PROVIDED INFORMATION:

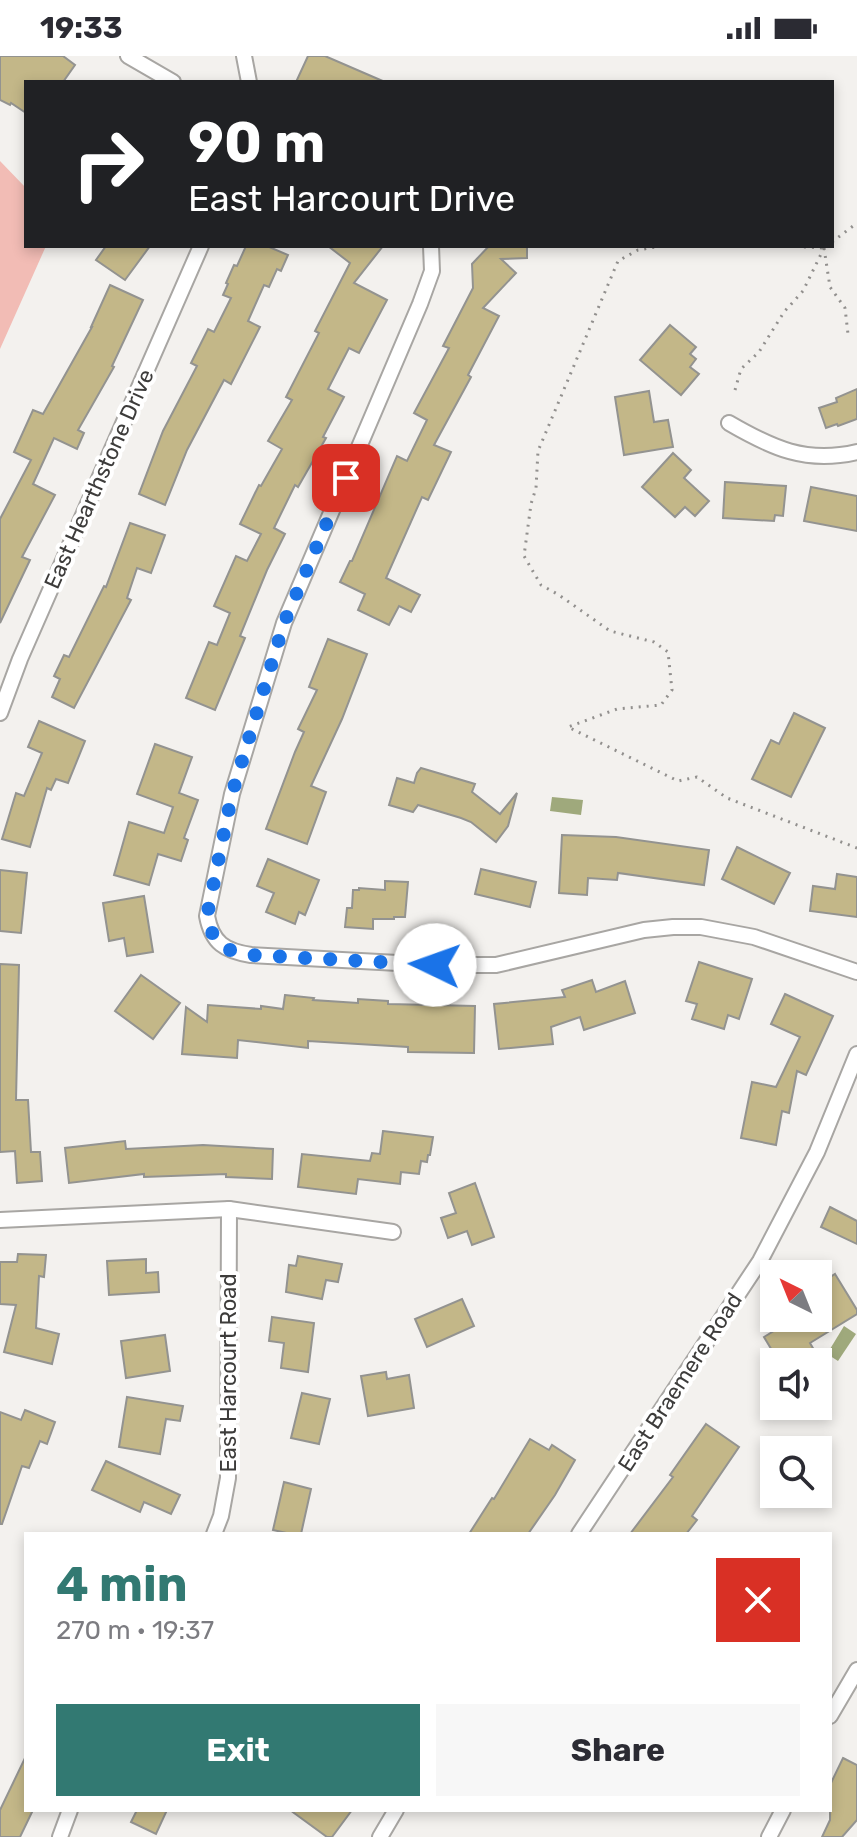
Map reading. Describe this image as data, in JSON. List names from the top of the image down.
{
  "streets": {
    "street": ["East Hearthstone Drive", "East Harcourt Road", "East Braemere Road"]
  },
  "north": "top left",
  "page": {
    "status": "19:33",
    "turn": ["90 m", "East Harcourt Drive"],
    "heading": ["4 min", "270 m · 19:37"],
    "buttons": ["Exit", "Share"]
  }
}
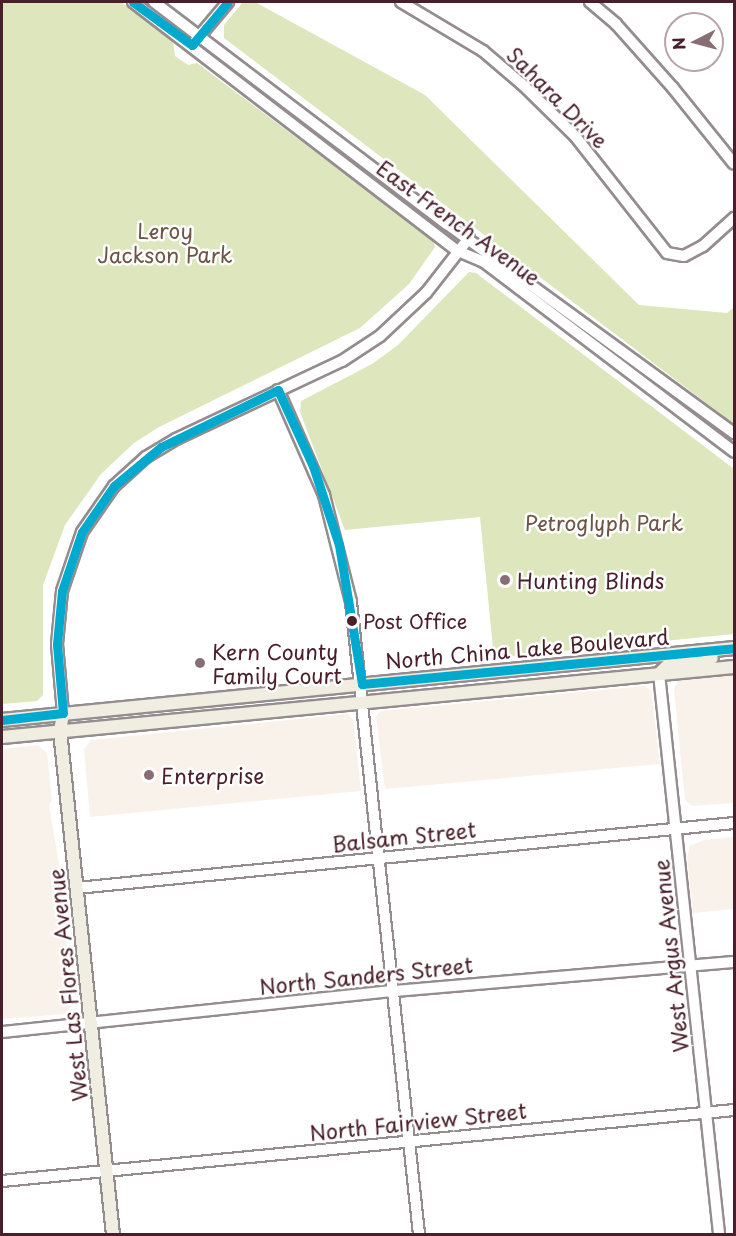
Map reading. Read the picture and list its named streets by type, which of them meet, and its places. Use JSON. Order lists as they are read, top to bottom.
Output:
{
  "streets": {
    "main road": ["North China Lake Boulevard", "West Las Flores Avenue"],
    "street": [
      "Sahara Drive",
      "East French Avenue",
      "Balsam Street",
      "West Argus Avenue",
      "North Sanders Street",
      "North Fairview Street"
    ]
  },
  "crossings": [
    ["North China Lake Boulevard", "West Argus Avenue"],
    ["North China Lake Boulevard", "West Las Flores Avenue"],
    ["Balsam Street", "West Argus Avenue"],
    ["Balsam Street", "West Las Flores Avenue"],
    ["West Argus Avenue", "North Sanders Street"],
    ["West Argus Avenue", "North Fairview Street"],
    ["North Sanders Street", "West Las Flores Avenue"],
    ["West Las Flores Avenue", "North Fairview Street"]
  ],
  "parks": ["Leroy Jackson Park", "Petroglyph Park"],
  "places": [
    "Hunting Blinds",
    "Post Office",
    "Kern County Family Court",
    "Enterprise"
  ],
  "north": "left"
}
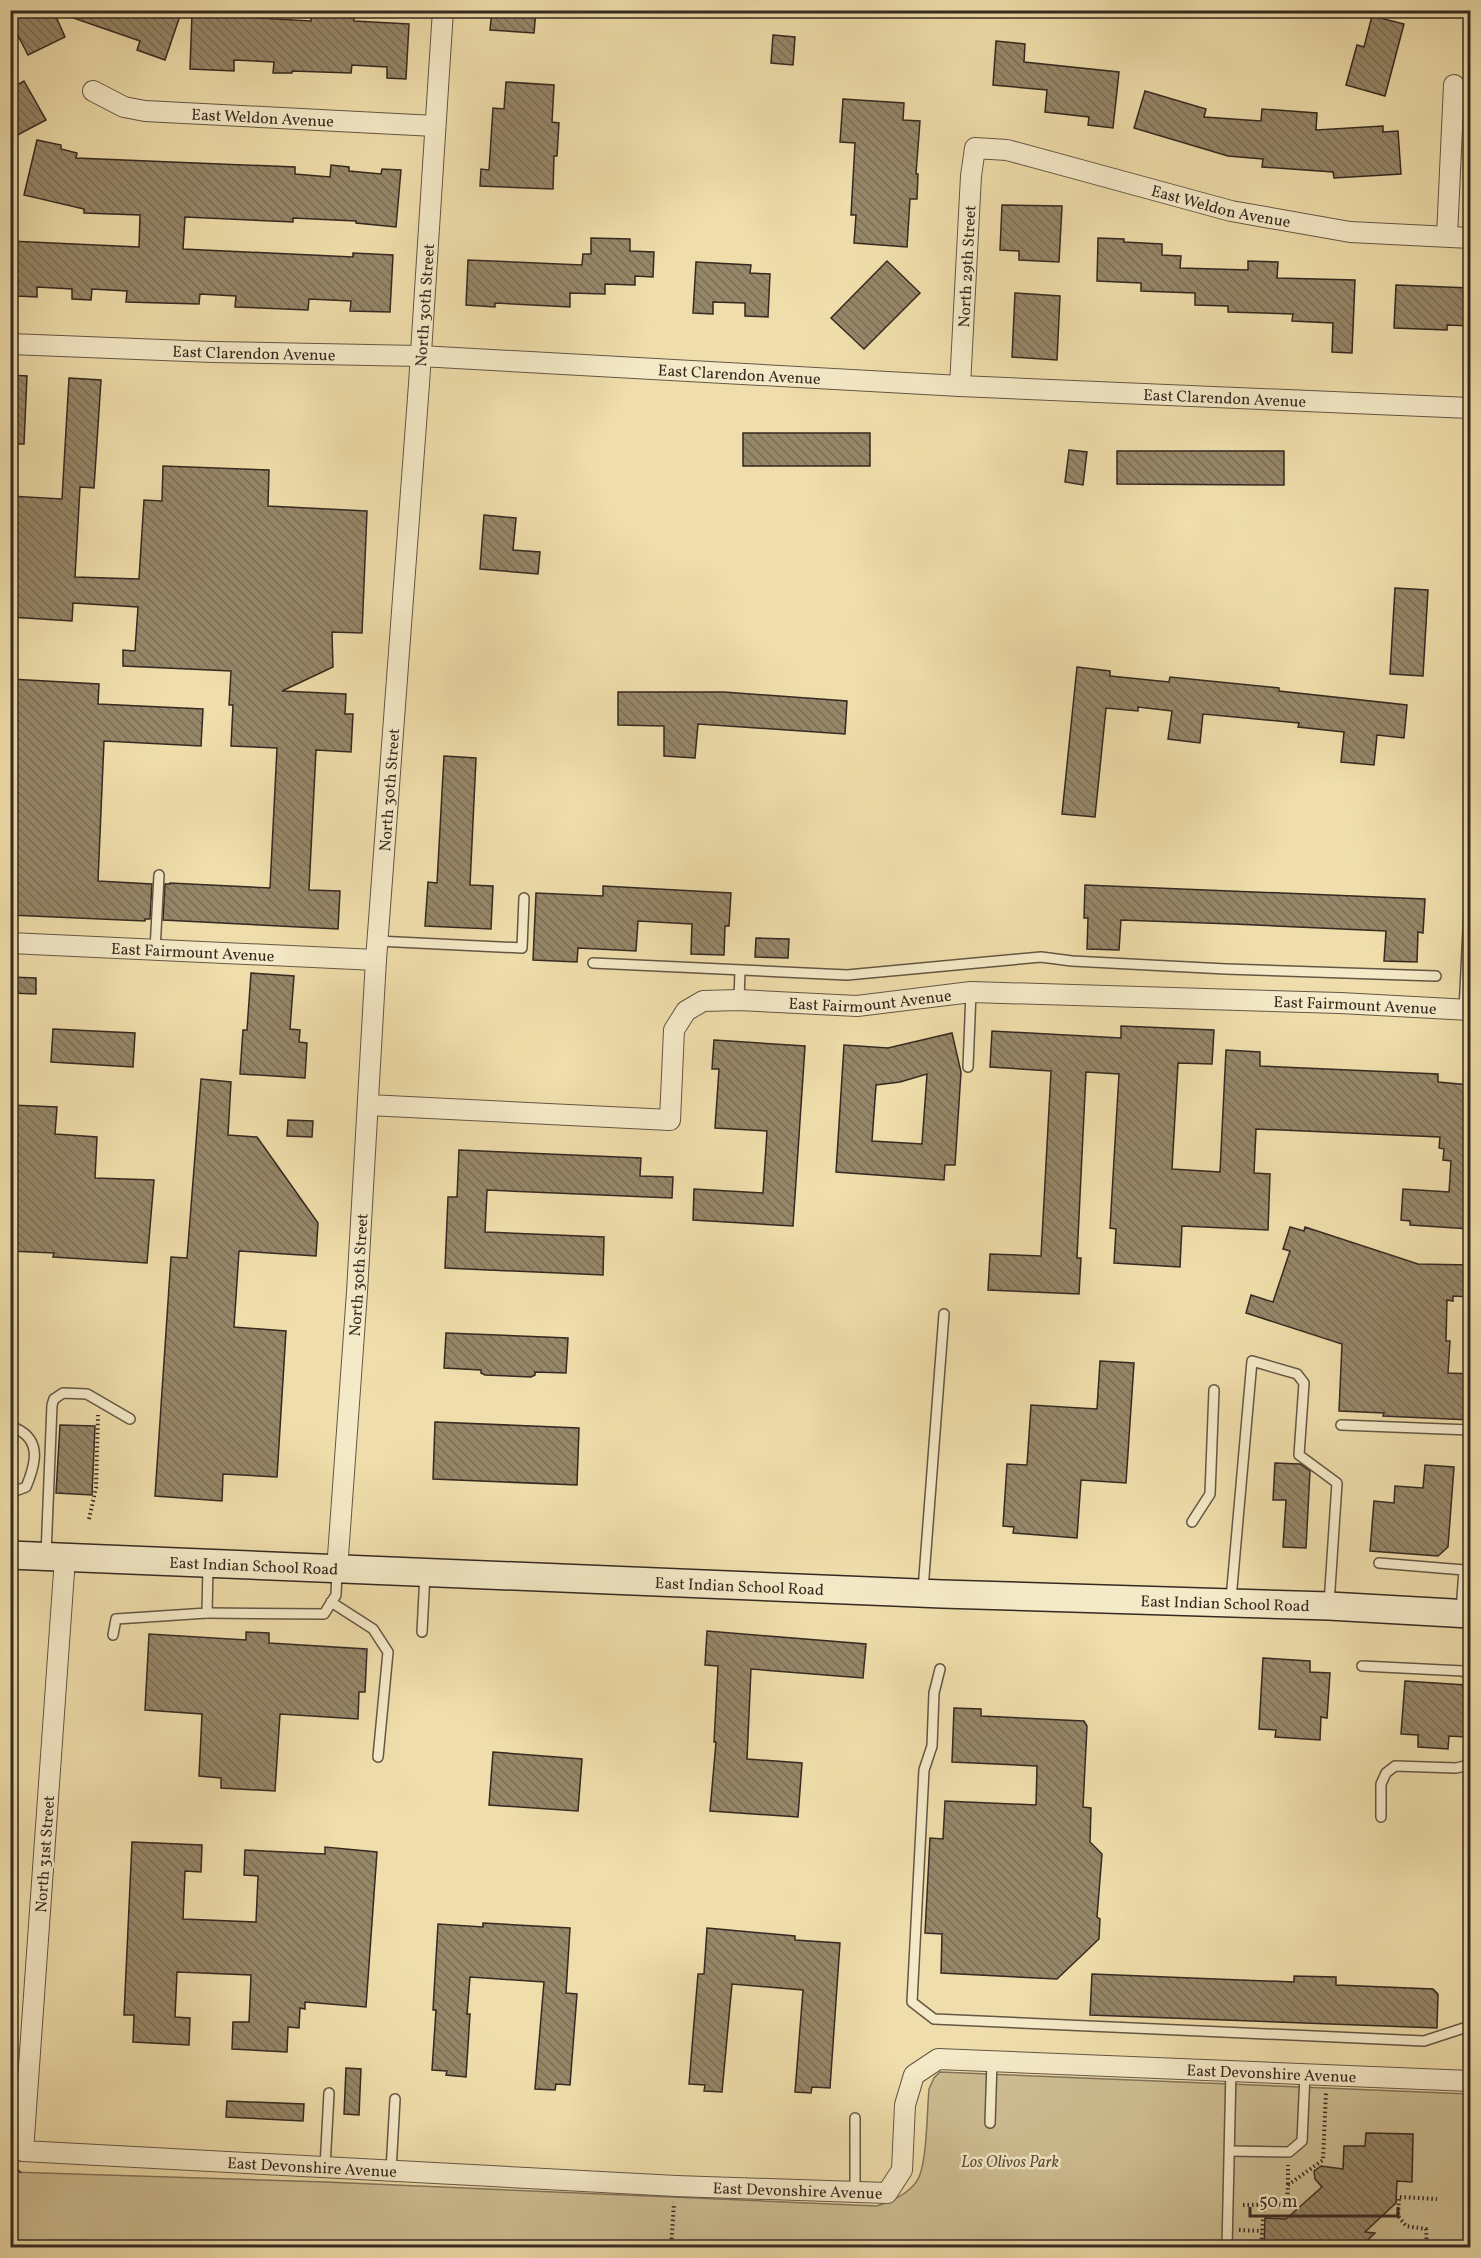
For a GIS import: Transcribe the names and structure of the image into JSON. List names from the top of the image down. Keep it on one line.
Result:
{"streets":{"main road":["East Indian School Road"],"street":["East Weldon Avenue","North 29th Street","North 30th Street","East Clarendon Avenue","East Fairmount Avenue","North 31st Street","East Devonshire Avenue"]},"crossings":[["East Weldon Avenue","North 29th Street"],["East Weldon Avenue","North 30th Street"],["North 29th Street","East Clarendon Avenue"],["North 30th Street","East Clarendon Avenue"],["North 30th Street","East Fairmount Avenue"],["North 30th Street","East Indian School Road"],["East Indian School Road","North 31st Street"],["North 31st Street","East Devonshire Avenue"]],"parks":["Los Olivos Park"],"scale_bar":"50 m"}
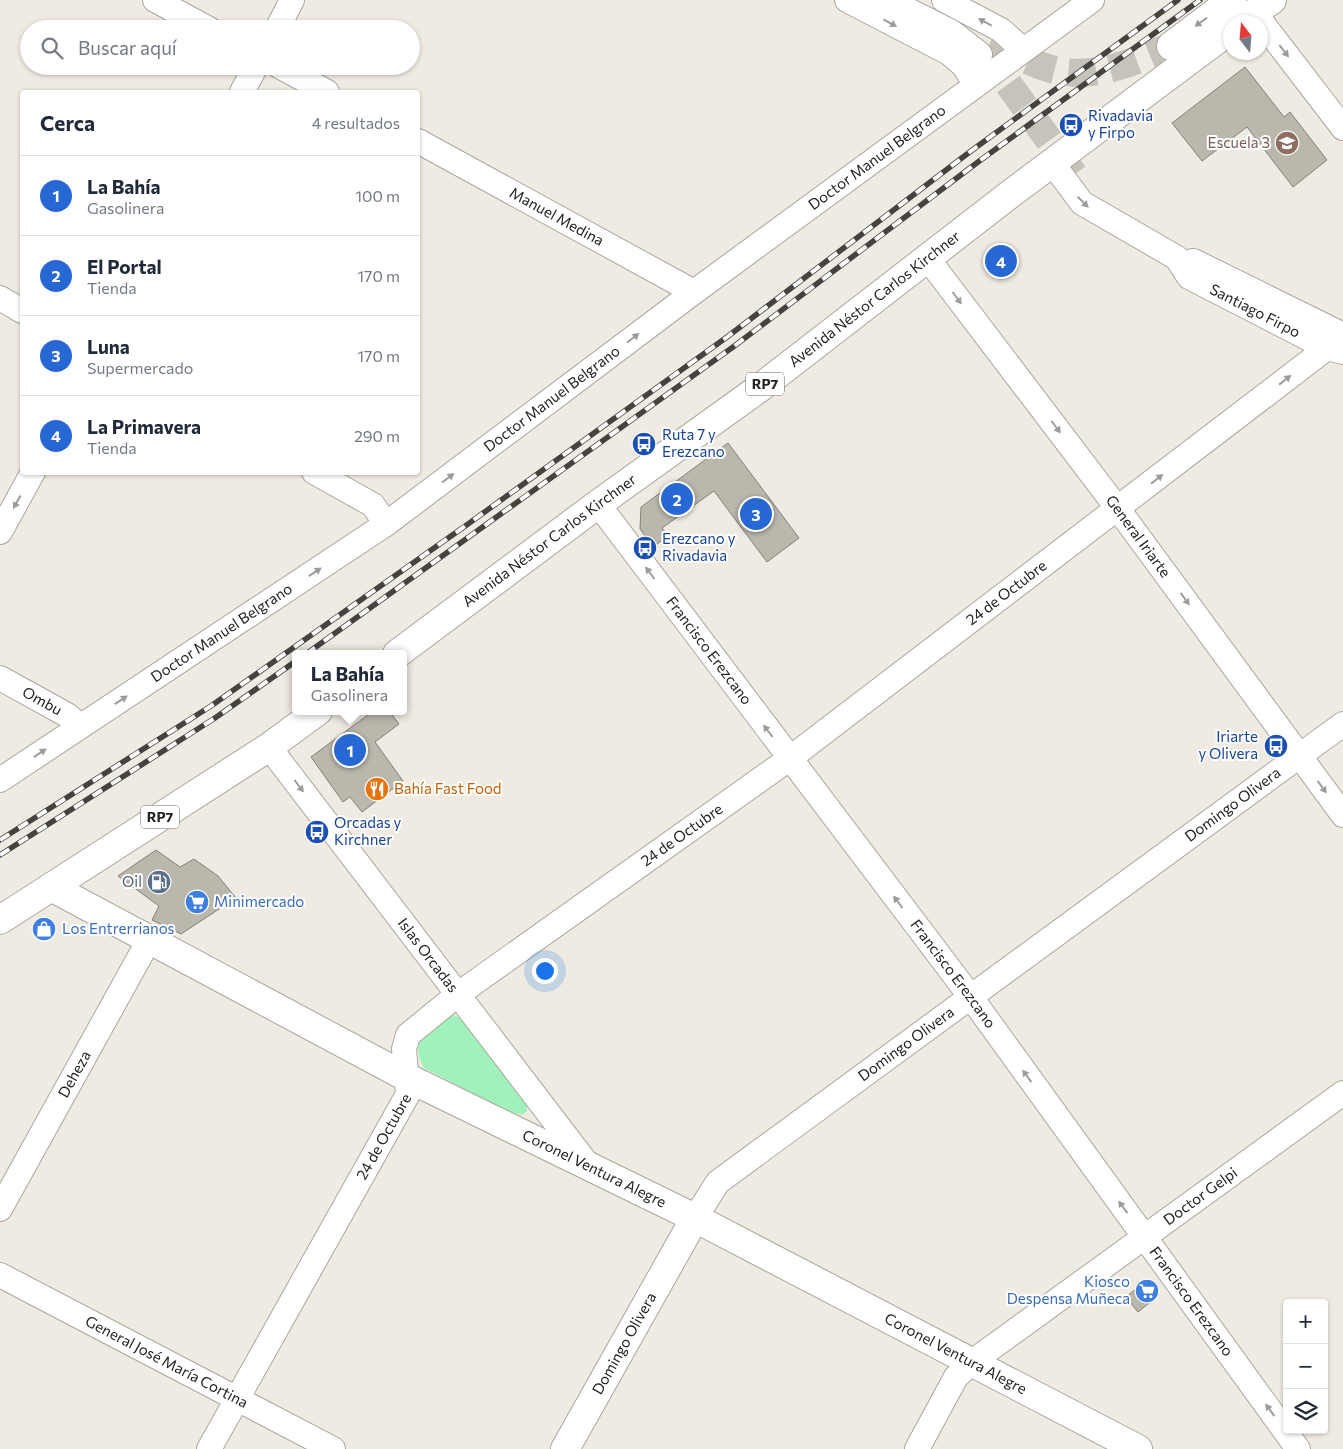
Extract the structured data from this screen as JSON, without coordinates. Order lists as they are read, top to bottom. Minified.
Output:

TASK TO COMPLETE: A faithful copy of all the data above, without its pictures, is the expected result.

SOLUTION FOR THIS TASK:
Map reading. Describe this image as data, in JSON. List names from the top of the image down.
{
  "streets": {
    "street": ["East Hearthstone Drive", "East Harcourt Road", "East Braemere Road"]
  },
  "north": "top left",
  "page": {
    "status": "19:33",
    "turn": ["90 m", "East Harcourt Drive"],
    "heading": ["4 min", "270 m · 19:37"],
    "buttons": ["Exit", "Share"]
  }
}
Map reading. Read the picture and list its named streets by type, which of them meet, and its places. Use JSON. Order lists as they are read, top to bottom.
Output:
{
  "streets": {
    "main road": ["North China Lake Boulevard", "West Las Flores Avenue"],
    "street": [
      "Sahara Drive",
      "East French Avenue",
      "Balsam Street",
      "West Argus Avenue",
      "North Sanders Street",
      "North Fairview Street"
    ]
  },
  "crossings": [
    ["North China Lake Boulevard", "West Argus Avenue"],
    ["North China Lake Boulevard", "West Las Flores Avenue"],
    ["Balsam Street", "West Argus Avenue"],
    ["Balsam Street", "West Las Flores Avenue"],
    ["West Argus Avenue", "North Sanders Street"],
    ["West Argus Avenue", "North Fairview Street"],
    ["North Sanders Street", "West Las Flores Avenue"],
    ["West Las Flores Avenue", "North Fairview Street"]
  ],
  "parks": ["Leroy Jackson Park", "Petroglyph Park"],
  "places": [
    "Hunting Blinds",
    "Post Office",
    "Kern County Family Court",
    "Enterprise"
  ],
  "north": "left"
}
For a GIS import: Transcribe the names and structure of the image into JSON. List names from the top of the image down. Keep it on one line.
Result:
{"streets":{"main road":["East Indian School Road"],"street":["East Weldon Avenue","North 29th Street","North 30th Street","East Clarendon Avenue","East Fairmount Avenue","North 31st Street","East Devonshire Avenue"]},"crossings":[["East Weldon Avenue","North 29th Street"],["East Weldon Avenue","North 30th Street"],["North 29th Street","East Clarendon Avenue"],["North 30th Street","East Clarendon Avenue"],["North 30th Street","East Fairmount Avenue"],["North 30th Street","East Indian School Road"],["East Indian School Road","North 31st Street"],["North 31st Street","East Devonshire Avenue"]],"parks":["Los Olivos Park"],"scale_bar":"50 m"}
Extract the structured data from this screen as JSON, without coordinates. Order lists as they are read, top to bottom. Minified.
Output:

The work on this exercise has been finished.